ASSIGNED TASK:
Wherever a line of the records contains "strong", copy that line.

───── LISTED ENTRIES

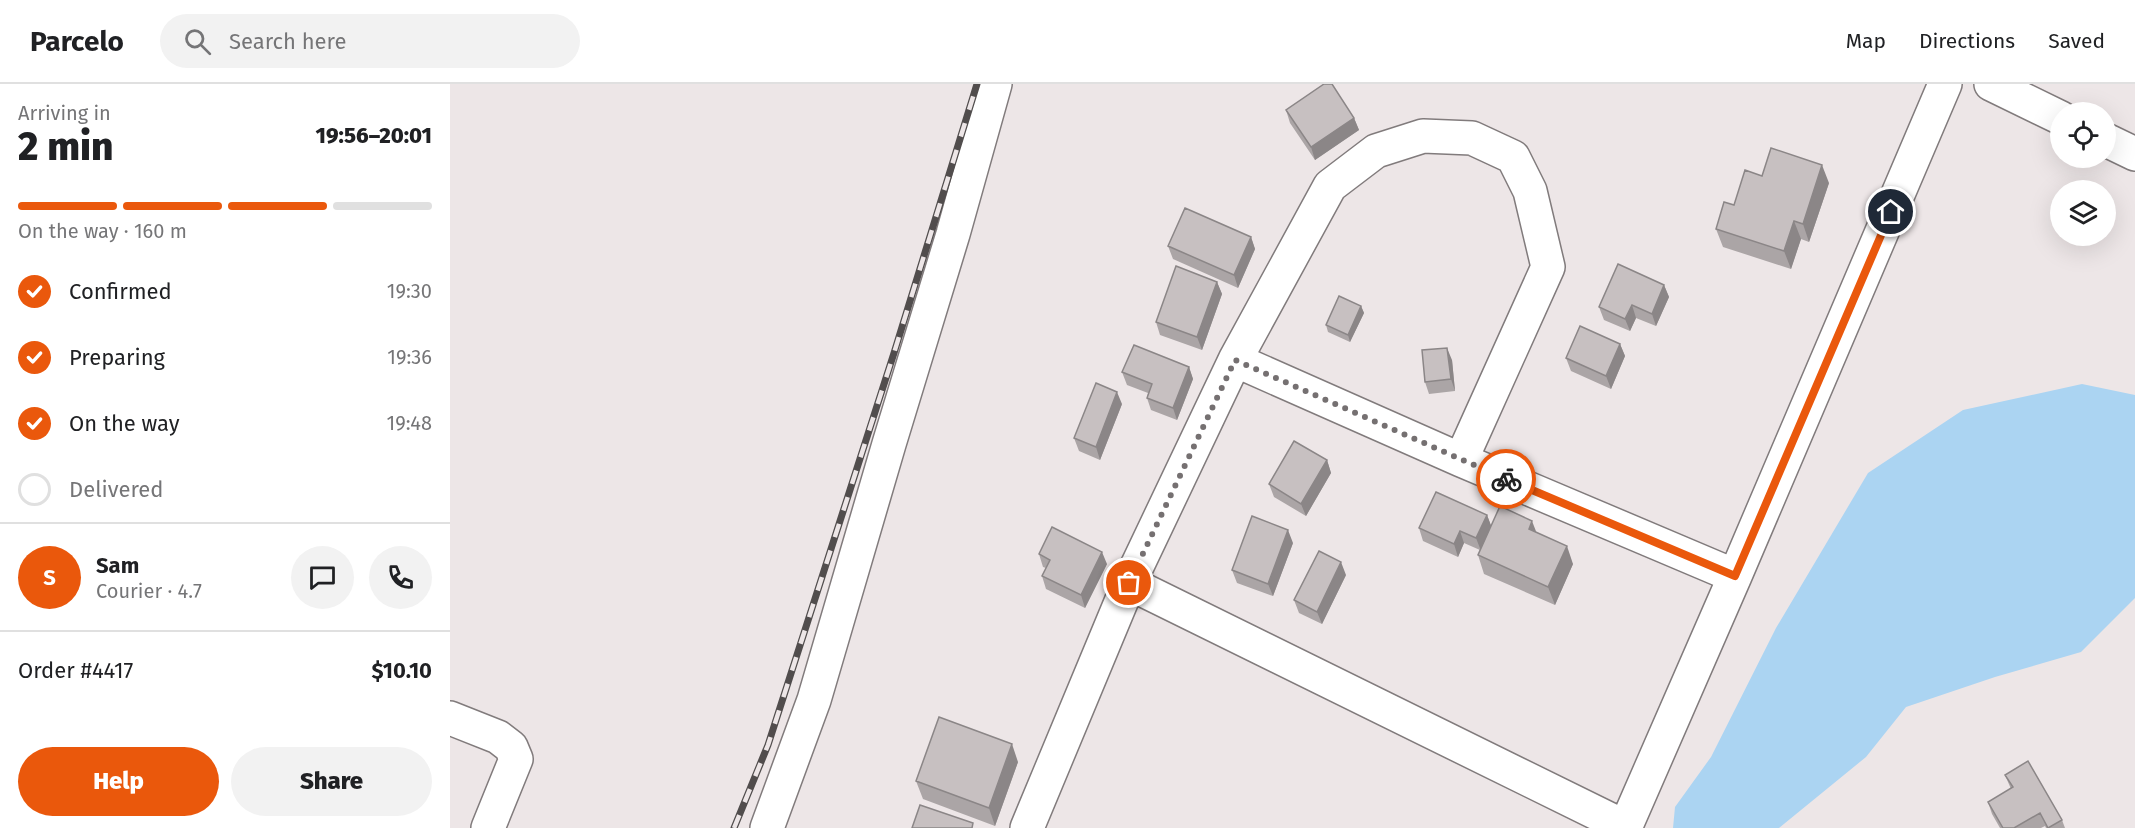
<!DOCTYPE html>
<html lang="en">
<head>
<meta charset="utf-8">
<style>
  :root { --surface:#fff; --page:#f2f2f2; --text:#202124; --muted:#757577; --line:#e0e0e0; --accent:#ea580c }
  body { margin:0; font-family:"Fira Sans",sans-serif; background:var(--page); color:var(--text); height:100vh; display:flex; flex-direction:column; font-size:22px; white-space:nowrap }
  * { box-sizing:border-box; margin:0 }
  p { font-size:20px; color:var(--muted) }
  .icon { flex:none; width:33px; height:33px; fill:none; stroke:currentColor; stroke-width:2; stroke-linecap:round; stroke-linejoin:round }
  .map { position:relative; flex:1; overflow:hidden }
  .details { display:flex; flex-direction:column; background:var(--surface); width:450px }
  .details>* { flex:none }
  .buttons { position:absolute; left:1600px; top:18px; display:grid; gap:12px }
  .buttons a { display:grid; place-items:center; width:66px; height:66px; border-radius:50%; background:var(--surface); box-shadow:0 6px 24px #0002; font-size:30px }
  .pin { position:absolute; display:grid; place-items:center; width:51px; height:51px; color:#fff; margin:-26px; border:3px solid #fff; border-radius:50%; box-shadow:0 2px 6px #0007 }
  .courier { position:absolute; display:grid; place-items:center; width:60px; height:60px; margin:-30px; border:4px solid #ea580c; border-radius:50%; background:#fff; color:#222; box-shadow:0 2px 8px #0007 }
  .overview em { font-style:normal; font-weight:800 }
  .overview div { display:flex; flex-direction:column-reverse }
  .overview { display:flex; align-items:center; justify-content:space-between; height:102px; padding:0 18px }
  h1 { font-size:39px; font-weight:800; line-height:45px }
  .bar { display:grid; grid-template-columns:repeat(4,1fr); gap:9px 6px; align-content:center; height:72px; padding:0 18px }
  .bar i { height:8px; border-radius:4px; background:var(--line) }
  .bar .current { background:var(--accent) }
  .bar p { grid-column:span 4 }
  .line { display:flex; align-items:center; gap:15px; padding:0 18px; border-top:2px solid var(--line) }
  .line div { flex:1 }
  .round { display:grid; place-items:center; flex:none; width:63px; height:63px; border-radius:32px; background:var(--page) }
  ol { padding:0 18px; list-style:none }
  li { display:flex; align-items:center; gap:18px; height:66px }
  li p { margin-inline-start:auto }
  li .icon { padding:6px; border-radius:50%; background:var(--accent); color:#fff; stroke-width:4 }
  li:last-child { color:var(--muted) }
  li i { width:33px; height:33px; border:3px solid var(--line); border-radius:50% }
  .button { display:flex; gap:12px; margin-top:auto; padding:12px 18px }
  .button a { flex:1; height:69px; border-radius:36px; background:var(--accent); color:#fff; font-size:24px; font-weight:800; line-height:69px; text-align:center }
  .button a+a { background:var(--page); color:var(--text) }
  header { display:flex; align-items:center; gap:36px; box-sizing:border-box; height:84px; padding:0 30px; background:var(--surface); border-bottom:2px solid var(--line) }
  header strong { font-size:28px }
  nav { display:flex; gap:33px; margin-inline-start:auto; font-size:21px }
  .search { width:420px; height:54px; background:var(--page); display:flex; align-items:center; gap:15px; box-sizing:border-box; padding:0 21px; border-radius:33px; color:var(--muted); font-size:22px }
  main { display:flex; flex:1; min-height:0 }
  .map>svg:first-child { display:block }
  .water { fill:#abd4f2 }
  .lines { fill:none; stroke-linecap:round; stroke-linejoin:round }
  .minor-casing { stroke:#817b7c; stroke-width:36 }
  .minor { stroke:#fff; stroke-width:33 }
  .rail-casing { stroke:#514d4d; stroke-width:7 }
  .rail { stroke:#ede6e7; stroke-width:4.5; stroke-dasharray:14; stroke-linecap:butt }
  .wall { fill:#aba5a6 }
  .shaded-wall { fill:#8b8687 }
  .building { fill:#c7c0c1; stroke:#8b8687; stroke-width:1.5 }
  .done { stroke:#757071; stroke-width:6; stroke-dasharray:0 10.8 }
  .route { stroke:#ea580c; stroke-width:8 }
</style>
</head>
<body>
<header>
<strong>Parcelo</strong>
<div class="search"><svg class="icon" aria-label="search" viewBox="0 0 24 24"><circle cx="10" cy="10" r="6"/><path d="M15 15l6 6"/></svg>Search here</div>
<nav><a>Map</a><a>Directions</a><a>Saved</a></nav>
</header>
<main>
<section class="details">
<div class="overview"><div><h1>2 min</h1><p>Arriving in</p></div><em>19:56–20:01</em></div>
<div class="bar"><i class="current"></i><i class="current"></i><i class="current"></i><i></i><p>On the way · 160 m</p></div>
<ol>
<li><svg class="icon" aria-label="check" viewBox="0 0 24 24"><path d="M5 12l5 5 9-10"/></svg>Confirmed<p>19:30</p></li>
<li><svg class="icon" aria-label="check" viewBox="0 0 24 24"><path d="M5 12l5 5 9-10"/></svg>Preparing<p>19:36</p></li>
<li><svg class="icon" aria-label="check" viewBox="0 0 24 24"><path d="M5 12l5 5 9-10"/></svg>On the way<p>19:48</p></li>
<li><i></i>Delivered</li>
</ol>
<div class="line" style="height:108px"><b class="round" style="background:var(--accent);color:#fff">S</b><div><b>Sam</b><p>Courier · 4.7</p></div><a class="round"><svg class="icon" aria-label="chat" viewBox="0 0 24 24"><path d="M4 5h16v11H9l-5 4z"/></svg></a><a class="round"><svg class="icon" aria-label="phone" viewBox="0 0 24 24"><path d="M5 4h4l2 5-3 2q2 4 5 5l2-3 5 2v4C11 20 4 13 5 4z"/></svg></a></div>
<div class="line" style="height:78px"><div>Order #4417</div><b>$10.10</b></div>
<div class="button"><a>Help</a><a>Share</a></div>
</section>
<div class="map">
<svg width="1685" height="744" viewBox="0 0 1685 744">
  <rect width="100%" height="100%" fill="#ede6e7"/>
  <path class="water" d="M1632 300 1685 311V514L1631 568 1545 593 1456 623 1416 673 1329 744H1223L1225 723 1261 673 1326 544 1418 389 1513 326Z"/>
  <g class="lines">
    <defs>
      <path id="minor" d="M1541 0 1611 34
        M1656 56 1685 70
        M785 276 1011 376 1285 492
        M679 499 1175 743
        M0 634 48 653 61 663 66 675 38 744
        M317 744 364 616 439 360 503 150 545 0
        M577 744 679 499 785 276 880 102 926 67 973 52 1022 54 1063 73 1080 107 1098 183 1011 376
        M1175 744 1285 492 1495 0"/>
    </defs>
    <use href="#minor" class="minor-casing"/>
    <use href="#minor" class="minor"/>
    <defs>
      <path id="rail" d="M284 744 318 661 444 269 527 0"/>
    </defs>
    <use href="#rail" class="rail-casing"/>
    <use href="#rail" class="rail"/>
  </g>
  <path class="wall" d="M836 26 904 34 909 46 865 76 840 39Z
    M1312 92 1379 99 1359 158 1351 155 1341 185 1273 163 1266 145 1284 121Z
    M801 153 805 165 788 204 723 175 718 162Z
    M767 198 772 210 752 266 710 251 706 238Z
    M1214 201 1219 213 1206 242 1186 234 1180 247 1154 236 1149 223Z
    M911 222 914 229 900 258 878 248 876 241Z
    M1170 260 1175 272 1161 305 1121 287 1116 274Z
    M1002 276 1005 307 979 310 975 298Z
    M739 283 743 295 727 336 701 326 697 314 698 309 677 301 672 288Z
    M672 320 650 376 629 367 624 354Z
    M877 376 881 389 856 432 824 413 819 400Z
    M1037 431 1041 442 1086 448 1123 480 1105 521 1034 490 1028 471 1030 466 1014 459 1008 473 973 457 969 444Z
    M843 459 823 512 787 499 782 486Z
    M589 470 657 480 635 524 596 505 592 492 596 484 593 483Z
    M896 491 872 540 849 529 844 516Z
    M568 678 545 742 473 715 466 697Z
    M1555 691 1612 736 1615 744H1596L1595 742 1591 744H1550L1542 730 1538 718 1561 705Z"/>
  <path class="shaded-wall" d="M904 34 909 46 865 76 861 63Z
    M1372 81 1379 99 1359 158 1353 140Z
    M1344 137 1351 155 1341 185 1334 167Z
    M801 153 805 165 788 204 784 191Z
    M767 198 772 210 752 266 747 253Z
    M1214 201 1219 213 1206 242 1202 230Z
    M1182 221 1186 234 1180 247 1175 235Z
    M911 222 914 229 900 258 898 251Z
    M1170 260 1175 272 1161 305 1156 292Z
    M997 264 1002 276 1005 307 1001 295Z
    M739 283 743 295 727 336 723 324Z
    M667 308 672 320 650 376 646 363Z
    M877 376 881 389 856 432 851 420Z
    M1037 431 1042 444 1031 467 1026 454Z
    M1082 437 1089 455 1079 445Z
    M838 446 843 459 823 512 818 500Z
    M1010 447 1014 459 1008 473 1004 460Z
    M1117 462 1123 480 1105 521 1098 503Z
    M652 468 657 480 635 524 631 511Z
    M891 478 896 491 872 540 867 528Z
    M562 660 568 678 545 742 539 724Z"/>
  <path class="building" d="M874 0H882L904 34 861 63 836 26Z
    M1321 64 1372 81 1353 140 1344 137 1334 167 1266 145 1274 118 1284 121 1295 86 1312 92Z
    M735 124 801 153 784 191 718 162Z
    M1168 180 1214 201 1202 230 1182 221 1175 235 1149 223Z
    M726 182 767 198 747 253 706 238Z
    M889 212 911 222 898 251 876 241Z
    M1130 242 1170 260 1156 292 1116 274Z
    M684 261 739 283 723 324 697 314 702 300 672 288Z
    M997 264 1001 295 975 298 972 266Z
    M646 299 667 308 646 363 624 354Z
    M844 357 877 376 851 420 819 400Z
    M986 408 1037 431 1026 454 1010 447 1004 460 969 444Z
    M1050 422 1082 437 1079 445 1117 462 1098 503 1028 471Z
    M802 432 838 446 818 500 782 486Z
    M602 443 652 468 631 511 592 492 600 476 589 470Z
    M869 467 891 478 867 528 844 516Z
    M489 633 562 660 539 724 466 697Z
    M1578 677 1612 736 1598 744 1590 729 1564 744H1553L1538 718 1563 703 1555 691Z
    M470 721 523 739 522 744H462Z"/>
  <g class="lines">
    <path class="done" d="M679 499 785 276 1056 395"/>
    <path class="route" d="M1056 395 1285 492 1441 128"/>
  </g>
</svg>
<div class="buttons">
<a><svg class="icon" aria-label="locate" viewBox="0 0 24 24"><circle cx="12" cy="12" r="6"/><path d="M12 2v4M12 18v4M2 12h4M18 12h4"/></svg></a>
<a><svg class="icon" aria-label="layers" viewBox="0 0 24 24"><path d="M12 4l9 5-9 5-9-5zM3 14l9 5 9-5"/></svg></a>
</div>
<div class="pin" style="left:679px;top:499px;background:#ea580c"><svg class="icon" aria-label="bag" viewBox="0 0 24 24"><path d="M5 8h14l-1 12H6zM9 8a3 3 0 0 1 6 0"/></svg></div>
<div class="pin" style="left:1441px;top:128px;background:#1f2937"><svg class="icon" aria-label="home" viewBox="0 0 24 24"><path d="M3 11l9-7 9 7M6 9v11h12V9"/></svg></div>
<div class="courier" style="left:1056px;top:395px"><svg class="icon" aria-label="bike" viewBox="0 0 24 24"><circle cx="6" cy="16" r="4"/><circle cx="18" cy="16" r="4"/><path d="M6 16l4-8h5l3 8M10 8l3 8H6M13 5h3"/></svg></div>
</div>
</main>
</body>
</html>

──────────

OUTPUT FOR THIS EXERCISE:
  header strong { font-size:28px }
<strong>Parcelo</strong>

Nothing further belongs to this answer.